In Fig. 5 we show the cumulative and daily death curves for the Unites States up to July 7, 2020. One can see from this figure that the cumulative curve was trending toward a possible plateau, but it had not reached the same level of saturation as the other countries in Figs. 24. This slower approach to the plateau for the US is confirmed by the fact that it has the largest value of the exponent p among the countries considered here, as seen in Table 1. Furthermore, the fact that power-law saturation regime was not quite well established in the US is also reflected in the large 95% CI for the exponent p. In other words, being further away from the plateau makes it more difficult to estimate the exponent p with good precision. As more data are accumulated, a better estimate for p should be obtained. Unfortunately, however, shortly after the date used for Fig. 5, the cumulative curve for the US underwent a change of trend, with the curve accelerating again, thus rendering the BLM unsuitable for subsequent times; see below for further discussion on this topic.

We have seen above that the BLM is a very flexible model which is capable of describing epidemic curves with quite distinct profiles: in all cases shown in Figs. 25 the model predicts very well the entire dynamical evolution of the fatality curves within the period considered. Indeed, we have checked that the BLM, where p is a free parameter, yields better fits to all epidemic curves presented in Figs. 25 than the next less complex model, namely, the generalised Richards model (GRM) which fixes \(p=1\). In other words, the standard figures of merit implemented in the lmfit package for Python22 indicated better fits for the BLM in comparison to the GRM. This is further confirmation of the fact that the power law trend (i.e., \(p>1\)) seen in the empirical data is a real dynamical feature.

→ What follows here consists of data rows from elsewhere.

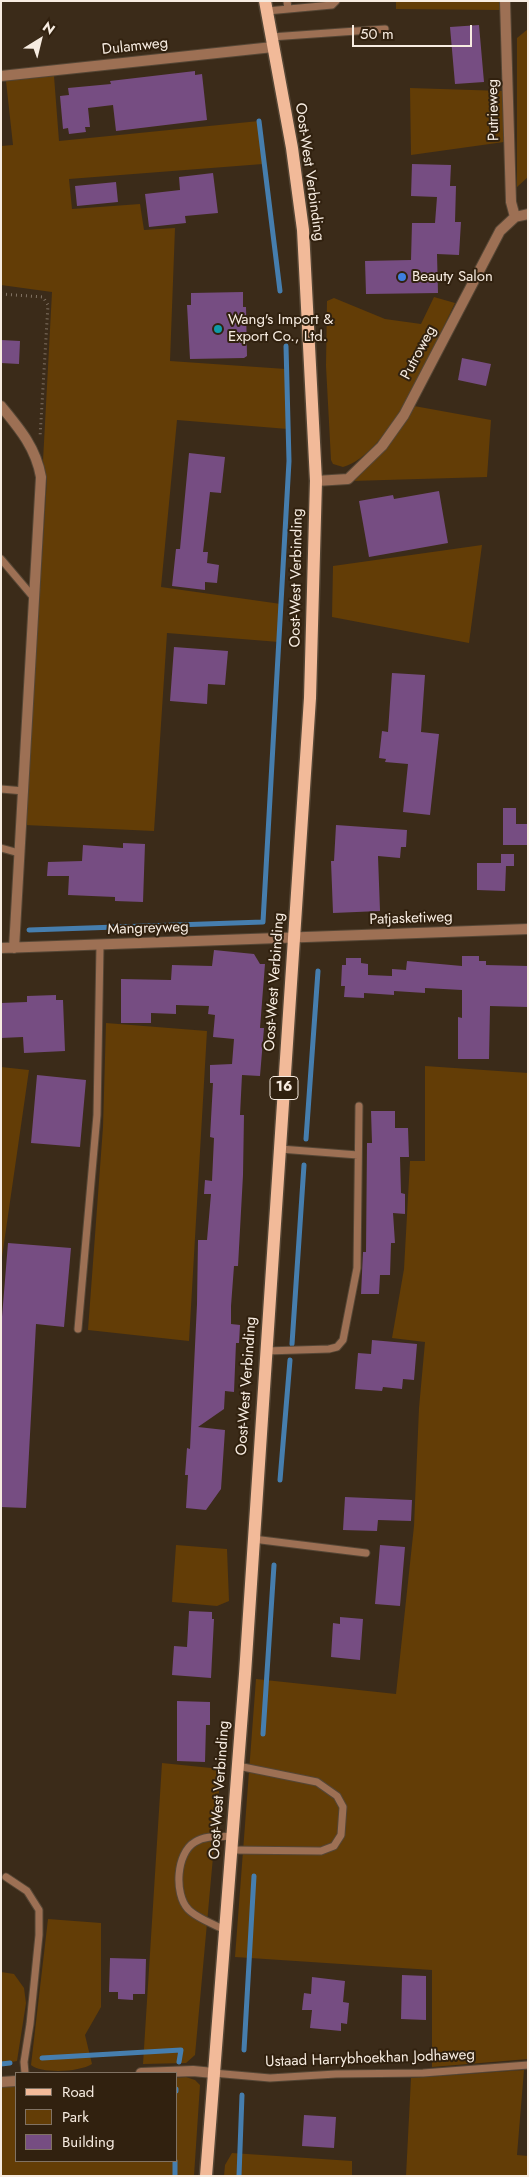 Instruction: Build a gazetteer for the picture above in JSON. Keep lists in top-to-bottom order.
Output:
{
  "streets": {
    "main road": ["Oost-West Verbinding", "16"],
    "street": [
      "Dulamweg",
      "Putrieweg",
      "Putroweg",
      "Patjasketiweg",
      "Mangreyweg"
    ],
    "lane": ["Ustaad Harrybhoekhan Jodhaweg"]
  },
  "crossings": [
    ["Dulamweg", "Oost-West Verbinding"],
    ["Putrieweg", "Putroweg"],
    ["Oost-West Verbinding", "Putroweg"],
    ["Oost-West Verbinding", "Patjasketiweg"],
    ["Oost-West Verbinding", "Mangreyweg"],
    ["Oost-West Verbinding", "Ustaad Harrybhoekhan Jodhaweg"],
    ["Patjasketiweg", "Mangreyweg"]
  ],
  "places": ["Beauty Salon", "Wang's Import & Export Co., Ltd."],
  "legend": ["Road", "Park", "Building"],
  "scale_bar": "50 m",
  "north": "top right"
} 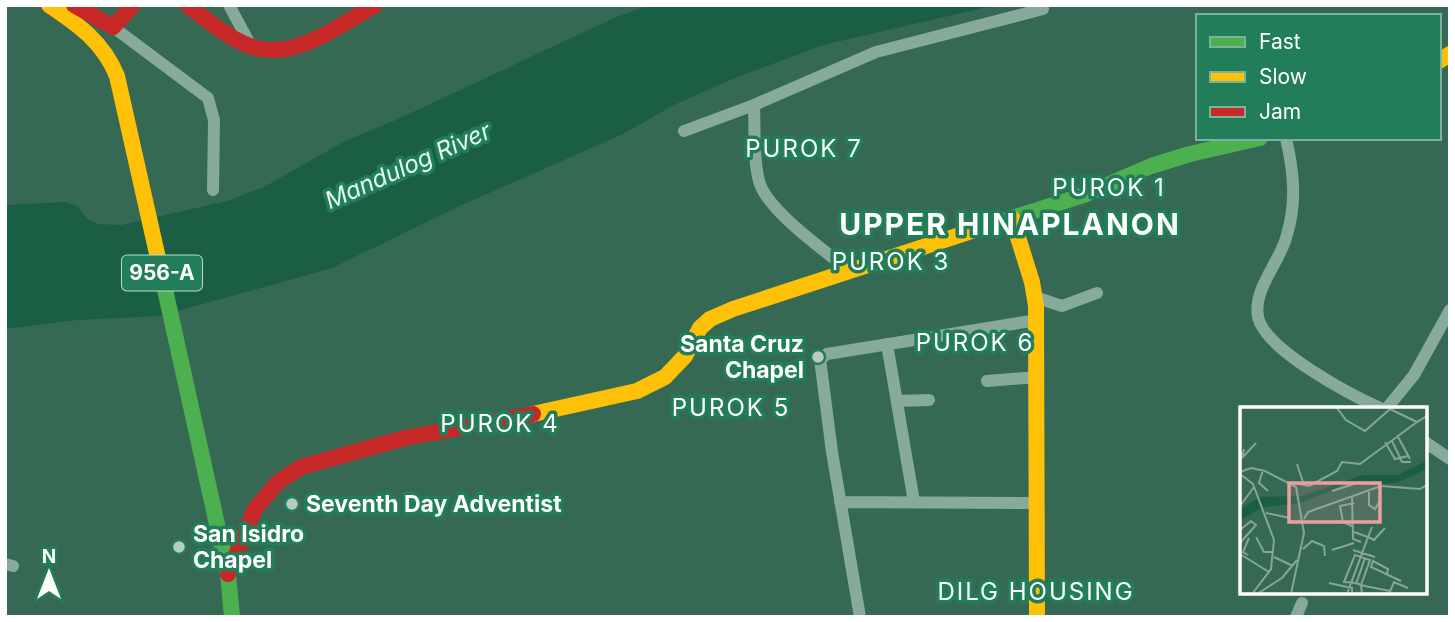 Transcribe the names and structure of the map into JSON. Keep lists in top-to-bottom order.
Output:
{
  "streets": {
    "street": ["956-A"]
  },
  "districts": [
    "PUROK 7",
    "PUROK 1",
    "UPPER HINAPLANON",
    "PUROK 3",
    "PUROK 6",
    "PUROK 5",
    "PUROK 4",
    "DILG HOUSING"
  ],
  "water": ["Mandulog River"],
  "places": ["Santa Cruz Chapel", "Seventh Day Adventist", "San Isidro Chapel"],
  "legend": ["Fast", "Slow", "Jam"],
  "north": "top"
} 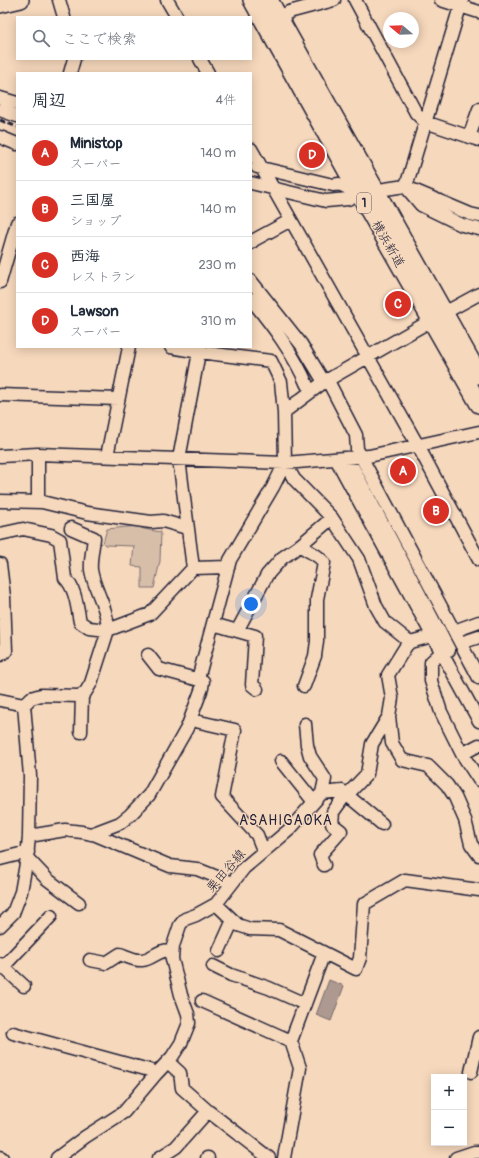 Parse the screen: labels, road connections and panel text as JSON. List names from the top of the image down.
{
  "streets": {
    "highway": ["1", "横浜新道"],
    "street": ["栗田谷線"]
  },
  "districts": ["ASAHIGAOKA"],
  "north": "left",
  "page": {
    "search": "ここで検索",
    "heading": ["周辺", "4件"],
    "list": [
      {
        "mark": "A",
        "name": "Ministop",
        "note": "スーパー",
        "value": "140 m"
      },
      {
        "mark": "B",
        "name": "三国屋",
        "note": "ショップ",
        "value": "140 m"
      },
      {
        "mark": "C",
        "name": "西海",
        "note": "レストラン",
        "value": "230 m"
      },
      {
        "mark": "D",
        "name": "Lawson",
        "note": "スーパー",
        "value": "310 m"
      }
    ],
    "pins": [
      "D",
      "C",
      "A",
      "B"
    ],
    "map_buttons": ["+", "−"]
  }
} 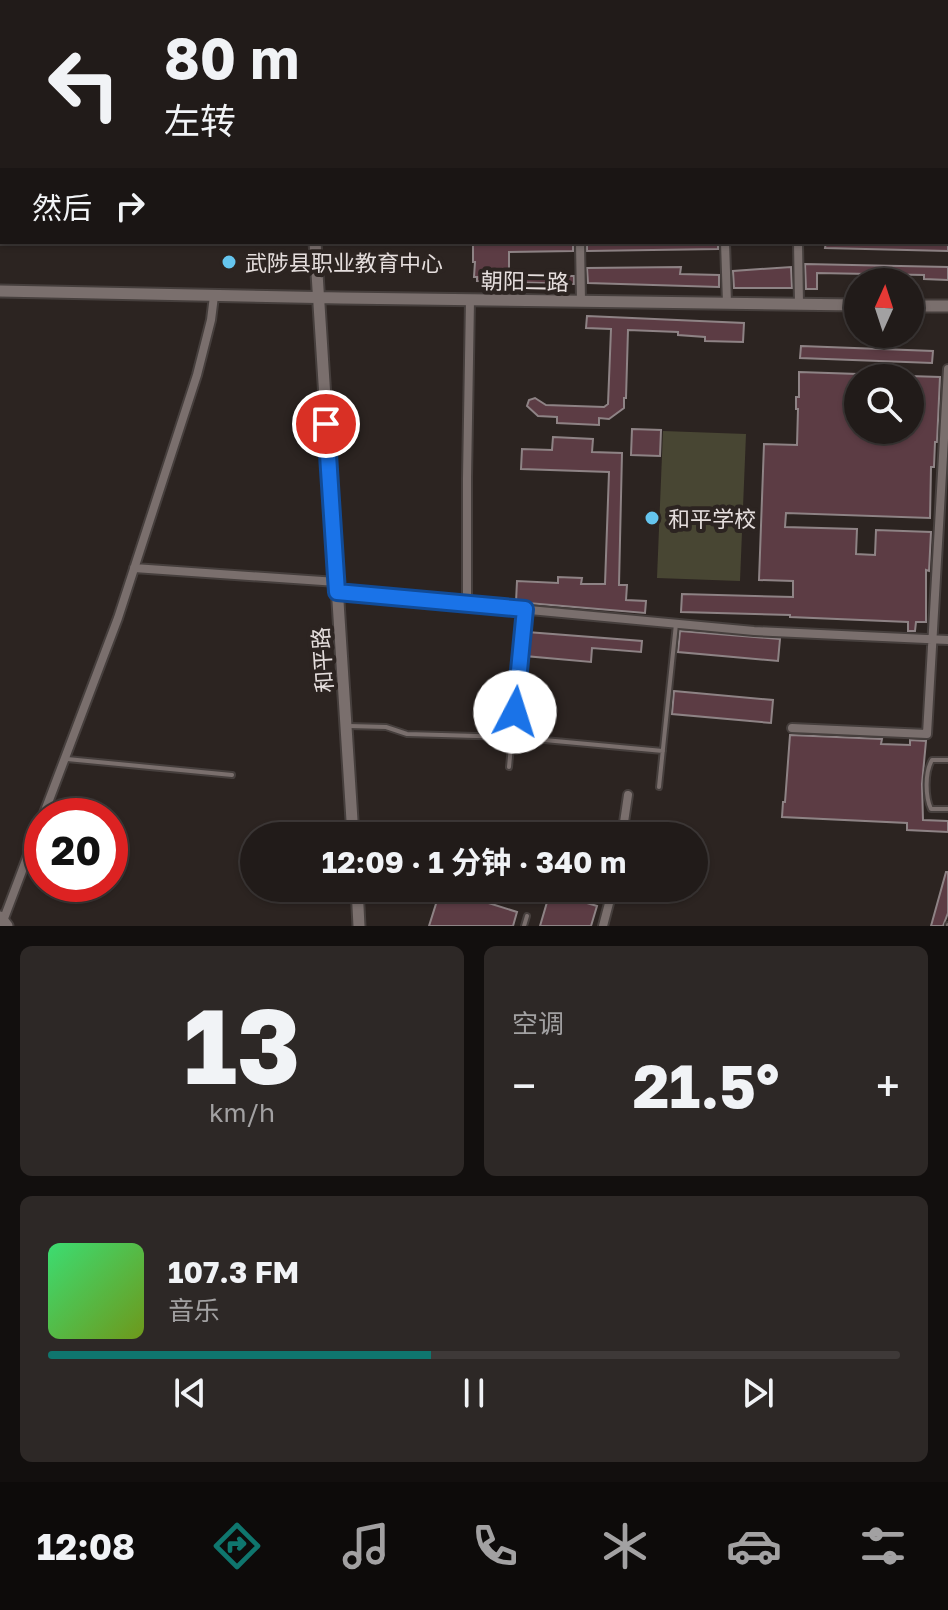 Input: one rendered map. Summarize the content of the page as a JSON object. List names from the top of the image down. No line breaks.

In cases where the epidemic curve is either in the early growth phase or has not clearly entered a saturation regime, the BLM is of course not appropriate, so that an attempt to fit the empirical data with formula (2) will either not converge (former case) or produce unreliable estimate for the tail exponent p (latter situation). In such cases, one can use other simpler growth models, such as the generalised growth model (\(p=0\)) the Richards model (\(q=p=1\)), or the generalised Richards model (\(p=1\)), to gain some insight into the early to intermediate stages of the disease6. Once the epidemic reaches a later phase, the BLM should then be used for a more complete description of the full evolution. (An automated version of this approach is currently available via an online app23.) In situations, however, where a ‘second wave’ of infection develops, no simple model, be it a growth model or a compartmental model, can describe the entire epidemic curve. Such more complex curves require, for instance, models with time-dependent parameters that can effectively capture both the first and the second phases of the dynamics24. Further discussion of second wave effects is beyond the scope of the present paper and will be left for a future publication24.

Discussion

We have seen above that the cumulative death curves of COVID-19 for many countries exhibit a slow, subexponential approach to the plateau, contrarily to the exponentially fast saturation predicted by most epidemiological models, such as mechanistic models of the SIR type. It is thus reasonable to argue that this slower than exponential saturation of the COVID-19 dynamics stems from the complex human response in the late phase of the epidemics. It is normally the case that countries impose stringent containment measures in the early and intermediate stages of the epidemics, which are then progressively relaxed once the worst phase of contagion has been left behind. It is therefore expected that countries that have kept stricter measures, of one sort or another, for longer periods should experience a faster approach to the end (plateau) of the epidemics; whereas countries with more relaxed sets of measures should display the opposite trend (slow saturation regime).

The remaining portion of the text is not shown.